Making minor changes in your living space to let in natural light also helps. Consider switching dark curtains to lighter ones, and don’t be afraid to open them during the day to let in sunlight. You can also bring the outdoors inside with plants, if you’re particularly missing the greenery of spring and summer.

A major component in beating the winter blues is keeping yourself healthy - in body, mind and spirit. The cold months are notorious for colds, flu and other bugs. Getting sick may not always be in your control, but if your body is healthy to begin with, it fights off infection without taking you down too much. 

Part of being healthy is staying active, so get outside and take a walk. Exercise is a great pick-me-up and the sunlight can help lift your spirits. Some days it may be too cold or snowy, so stay safe inside! But take advantage of warm and sunny days when you have them by taking a walk or sit on the porch for a few minutes. 

Drink plenty of water, eat your veggies and wash your hands.
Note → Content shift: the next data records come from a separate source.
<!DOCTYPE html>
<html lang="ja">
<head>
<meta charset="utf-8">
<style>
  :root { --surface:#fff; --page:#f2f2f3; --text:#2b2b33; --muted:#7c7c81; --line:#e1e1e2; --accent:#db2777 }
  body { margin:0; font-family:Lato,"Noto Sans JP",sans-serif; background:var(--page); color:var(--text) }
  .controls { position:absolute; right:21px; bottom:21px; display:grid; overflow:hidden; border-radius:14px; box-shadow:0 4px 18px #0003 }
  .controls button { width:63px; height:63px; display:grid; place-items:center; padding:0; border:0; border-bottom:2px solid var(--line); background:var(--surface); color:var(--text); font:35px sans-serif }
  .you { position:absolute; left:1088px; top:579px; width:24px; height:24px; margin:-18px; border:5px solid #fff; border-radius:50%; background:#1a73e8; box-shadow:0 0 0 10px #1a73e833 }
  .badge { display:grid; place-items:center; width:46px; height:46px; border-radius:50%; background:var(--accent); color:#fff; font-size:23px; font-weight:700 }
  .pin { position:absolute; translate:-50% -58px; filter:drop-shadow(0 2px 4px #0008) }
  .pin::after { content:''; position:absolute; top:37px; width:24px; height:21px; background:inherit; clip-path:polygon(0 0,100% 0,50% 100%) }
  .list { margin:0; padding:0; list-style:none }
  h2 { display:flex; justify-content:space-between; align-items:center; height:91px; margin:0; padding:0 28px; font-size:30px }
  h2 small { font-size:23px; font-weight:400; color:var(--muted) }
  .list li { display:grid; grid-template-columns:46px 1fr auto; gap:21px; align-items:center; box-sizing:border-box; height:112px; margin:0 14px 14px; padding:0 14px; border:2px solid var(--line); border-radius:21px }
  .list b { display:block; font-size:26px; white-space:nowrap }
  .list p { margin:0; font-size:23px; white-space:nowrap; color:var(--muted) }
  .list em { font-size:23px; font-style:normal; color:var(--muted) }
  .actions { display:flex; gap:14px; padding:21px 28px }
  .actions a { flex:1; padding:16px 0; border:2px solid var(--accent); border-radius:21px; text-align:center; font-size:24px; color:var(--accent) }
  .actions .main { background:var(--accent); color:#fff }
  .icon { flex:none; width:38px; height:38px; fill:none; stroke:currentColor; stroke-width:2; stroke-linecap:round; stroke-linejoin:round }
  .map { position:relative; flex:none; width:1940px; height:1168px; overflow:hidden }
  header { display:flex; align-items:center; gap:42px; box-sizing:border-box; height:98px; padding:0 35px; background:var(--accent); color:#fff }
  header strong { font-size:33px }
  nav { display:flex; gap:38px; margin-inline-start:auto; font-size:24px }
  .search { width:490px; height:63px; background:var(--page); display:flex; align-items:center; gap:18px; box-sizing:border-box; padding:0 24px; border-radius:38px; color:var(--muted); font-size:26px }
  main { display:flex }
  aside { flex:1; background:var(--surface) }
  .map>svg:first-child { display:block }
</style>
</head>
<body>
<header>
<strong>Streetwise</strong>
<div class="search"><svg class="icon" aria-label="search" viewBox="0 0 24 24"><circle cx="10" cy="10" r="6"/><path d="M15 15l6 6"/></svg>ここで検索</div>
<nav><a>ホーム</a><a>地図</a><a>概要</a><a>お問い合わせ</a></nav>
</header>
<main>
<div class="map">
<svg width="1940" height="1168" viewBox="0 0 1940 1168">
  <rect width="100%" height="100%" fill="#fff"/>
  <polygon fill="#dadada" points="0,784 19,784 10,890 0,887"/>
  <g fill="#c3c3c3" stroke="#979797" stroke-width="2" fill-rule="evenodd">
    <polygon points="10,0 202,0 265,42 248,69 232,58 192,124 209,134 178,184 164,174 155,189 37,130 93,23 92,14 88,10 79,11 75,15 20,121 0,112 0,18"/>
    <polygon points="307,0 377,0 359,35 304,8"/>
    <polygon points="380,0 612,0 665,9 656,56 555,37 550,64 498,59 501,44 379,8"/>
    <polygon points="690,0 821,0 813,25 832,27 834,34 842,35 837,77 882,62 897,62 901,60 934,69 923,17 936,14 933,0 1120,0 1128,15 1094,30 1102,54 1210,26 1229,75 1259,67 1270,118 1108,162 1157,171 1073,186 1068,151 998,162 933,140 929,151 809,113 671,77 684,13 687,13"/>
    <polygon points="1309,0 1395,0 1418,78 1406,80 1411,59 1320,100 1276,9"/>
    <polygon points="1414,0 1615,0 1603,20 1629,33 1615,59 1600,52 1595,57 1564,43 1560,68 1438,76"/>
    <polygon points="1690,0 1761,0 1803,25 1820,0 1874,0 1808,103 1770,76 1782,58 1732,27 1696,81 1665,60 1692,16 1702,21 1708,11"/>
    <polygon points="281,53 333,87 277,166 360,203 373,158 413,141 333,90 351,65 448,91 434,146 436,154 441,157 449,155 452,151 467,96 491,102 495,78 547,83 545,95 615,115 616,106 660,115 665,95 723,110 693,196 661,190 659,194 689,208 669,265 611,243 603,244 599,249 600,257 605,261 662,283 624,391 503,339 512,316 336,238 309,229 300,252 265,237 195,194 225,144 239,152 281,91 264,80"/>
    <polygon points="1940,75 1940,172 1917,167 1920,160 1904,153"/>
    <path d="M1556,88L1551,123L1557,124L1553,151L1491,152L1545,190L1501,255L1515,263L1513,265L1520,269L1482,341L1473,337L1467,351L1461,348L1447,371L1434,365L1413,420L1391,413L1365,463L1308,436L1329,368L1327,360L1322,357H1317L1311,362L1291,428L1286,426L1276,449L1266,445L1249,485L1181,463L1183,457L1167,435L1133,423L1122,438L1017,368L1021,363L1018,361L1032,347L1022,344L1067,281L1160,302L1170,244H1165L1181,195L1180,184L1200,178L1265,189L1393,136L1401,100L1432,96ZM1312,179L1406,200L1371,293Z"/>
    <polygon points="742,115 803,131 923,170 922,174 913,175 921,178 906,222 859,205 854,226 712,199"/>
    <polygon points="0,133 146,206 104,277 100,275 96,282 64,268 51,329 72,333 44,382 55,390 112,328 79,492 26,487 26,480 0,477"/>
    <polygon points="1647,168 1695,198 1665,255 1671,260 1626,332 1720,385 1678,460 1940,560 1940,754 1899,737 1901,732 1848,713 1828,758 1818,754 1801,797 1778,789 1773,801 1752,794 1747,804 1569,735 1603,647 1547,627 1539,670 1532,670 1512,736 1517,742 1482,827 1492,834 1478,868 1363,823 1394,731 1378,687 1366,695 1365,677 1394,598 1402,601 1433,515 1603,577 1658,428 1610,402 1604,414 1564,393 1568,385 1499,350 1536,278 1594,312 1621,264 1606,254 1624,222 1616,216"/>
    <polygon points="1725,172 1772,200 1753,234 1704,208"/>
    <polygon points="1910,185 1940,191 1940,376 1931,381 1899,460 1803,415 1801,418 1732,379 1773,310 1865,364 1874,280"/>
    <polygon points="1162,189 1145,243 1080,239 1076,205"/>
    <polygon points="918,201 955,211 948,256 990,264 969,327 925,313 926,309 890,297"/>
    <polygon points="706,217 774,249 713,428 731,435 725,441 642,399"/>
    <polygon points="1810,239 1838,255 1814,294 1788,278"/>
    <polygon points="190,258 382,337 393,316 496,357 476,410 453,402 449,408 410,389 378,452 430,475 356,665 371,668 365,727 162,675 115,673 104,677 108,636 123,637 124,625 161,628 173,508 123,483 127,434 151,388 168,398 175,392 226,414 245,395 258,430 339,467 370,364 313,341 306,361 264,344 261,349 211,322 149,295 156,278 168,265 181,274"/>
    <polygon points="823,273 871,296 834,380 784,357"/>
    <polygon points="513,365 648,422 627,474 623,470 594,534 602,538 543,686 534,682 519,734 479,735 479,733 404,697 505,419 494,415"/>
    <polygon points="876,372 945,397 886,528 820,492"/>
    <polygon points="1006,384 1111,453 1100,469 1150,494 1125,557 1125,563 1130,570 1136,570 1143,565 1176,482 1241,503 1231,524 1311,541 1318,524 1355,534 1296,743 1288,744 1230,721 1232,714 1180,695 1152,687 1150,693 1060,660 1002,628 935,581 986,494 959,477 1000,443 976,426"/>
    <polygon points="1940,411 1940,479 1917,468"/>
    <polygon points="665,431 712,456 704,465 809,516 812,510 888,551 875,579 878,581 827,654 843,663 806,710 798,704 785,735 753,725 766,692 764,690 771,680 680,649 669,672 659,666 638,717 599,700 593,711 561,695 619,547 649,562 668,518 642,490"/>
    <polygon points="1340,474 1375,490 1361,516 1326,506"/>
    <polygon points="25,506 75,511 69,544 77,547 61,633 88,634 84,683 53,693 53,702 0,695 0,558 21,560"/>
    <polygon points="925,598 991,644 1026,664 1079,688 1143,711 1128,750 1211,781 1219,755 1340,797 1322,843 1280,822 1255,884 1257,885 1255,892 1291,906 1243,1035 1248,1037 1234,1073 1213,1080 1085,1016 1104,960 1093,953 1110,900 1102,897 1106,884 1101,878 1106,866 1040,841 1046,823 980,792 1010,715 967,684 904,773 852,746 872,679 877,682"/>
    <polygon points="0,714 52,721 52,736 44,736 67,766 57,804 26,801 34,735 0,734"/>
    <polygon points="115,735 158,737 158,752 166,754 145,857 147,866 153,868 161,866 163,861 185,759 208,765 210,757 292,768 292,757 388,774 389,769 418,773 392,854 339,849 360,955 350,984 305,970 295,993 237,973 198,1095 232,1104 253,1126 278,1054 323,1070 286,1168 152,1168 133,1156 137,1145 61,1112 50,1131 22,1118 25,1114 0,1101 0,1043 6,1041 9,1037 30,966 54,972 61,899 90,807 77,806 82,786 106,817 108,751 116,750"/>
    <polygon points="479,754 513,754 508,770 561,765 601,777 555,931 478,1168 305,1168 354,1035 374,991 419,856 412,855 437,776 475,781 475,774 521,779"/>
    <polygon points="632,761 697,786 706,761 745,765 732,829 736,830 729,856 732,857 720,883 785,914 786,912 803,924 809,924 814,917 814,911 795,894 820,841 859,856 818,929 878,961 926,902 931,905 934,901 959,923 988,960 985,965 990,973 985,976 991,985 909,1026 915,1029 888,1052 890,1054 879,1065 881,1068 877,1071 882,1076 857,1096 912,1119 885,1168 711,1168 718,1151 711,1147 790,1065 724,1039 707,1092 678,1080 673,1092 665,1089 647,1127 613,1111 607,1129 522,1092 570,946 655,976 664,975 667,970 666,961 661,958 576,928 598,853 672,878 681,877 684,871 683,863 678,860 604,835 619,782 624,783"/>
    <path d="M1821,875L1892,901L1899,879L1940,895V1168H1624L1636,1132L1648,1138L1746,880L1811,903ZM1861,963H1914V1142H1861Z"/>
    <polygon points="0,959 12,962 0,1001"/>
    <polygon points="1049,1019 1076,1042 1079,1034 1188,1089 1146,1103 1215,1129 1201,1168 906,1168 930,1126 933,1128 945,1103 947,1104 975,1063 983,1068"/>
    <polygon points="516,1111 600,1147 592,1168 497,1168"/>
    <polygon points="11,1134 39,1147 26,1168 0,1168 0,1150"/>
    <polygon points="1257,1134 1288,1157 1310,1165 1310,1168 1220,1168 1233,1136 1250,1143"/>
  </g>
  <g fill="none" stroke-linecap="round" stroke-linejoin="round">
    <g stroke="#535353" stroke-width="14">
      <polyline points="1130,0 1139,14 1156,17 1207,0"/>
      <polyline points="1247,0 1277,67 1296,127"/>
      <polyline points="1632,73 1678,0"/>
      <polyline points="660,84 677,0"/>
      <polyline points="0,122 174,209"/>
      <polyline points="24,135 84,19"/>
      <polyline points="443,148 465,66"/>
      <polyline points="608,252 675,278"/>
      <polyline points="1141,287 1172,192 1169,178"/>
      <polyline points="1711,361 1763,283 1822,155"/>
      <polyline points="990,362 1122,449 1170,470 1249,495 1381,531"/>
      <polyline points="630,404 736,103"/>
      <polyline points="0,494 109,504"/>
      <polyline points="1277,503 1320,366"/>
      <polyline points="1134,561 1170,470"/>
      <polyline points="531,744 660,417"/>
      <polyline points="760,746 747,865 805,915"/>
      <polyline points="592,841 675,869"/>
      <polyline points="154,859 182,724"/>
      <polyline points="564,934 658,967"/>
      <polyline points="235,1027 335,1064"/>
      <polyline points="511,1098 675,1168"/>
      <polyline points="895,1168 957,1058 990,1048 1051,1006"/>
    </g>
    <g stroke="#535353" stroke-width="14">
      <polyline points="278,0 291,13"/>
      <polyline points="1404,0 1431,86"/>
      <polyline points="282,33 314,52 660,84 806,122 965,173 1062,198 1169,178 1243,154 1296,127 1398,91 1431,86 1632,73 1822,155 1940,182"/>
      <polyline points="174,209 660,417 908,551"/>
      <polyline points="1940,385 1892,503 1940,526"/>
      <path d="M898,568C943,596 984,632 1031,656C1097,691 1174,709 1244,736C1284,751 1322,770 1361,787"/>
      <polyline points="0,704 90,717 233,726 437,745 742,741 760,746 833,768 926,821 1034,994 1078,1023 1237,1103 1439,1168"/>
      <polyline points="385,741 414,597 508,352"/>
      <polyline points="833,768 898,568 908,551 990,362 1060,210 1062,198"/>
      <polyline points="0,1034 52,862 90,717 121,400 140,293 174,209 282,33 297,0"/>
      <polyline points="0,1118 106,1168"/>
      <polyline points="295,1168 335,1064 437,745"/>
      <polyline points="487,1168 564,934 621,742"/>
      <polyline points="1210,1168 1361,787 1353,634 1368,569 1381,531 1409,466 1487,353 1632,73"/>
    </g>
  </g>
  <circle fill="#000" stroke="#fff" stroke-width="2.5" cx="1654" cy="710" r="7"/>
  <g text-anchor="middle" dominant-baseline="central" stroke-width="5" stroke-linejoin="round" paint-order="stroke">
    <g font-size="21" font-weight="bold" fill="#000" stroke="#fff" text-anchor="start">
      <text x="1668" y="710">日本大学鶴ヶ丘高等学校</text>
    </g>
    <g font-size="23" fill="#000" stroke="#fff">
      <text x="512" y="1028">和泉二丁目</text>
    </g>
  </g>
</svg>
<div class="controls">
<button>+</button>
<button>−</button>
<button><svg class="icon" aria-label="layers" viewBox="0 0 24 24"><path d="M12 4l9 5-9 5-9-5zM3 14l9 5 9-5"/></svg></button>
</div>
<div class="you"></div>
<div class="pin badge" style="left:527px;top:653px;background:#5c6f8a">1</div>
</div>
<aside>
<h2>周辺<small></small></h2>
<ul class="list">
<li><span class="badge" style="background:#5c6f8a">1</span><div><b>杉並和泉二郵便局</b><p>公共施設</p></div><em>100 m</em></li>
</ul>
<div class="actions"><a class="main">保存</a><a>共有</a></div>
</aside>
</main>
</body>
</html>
During the winter, we tend to eat high-calorie comfort foods. Try to maintain a balanced diet, as too much sugar and carbohydrates will slow you down and throw your serotonin levels off balance. 

Blog Image - Winter Couple

If you’re feeling down, one of the best cures for loneliness is to be around people. Arrange a get-together with a friend or two, give someone a call or visit with a neighbor. When the weather is cold, we often don’t want to go out, but keeping yourself busy will help occupy your mind. Try volunteering, if you’re able. Set a goal to accomplish, big or small, every day. If you’re stuck in the house, organize something, rearrange furniture or finish a craft. Setting yourself up for success results in happiness.  

For the elderly or those who need home care, providing added attention during the gloomy winter months can make a big difference. Perhaps a family member, friend or professional caregiver could visit early each morning to sit and chat near a light box as part of a daily routine. 

It may be cold, and there may be less daylight outside, so bring joy and light into your homes this winter. Keep yourself active, healthy and social to help kick the blues to the curb. And remember, if you think it may be something more than just winter blues, talk to a medical professional about the possibility of SAD.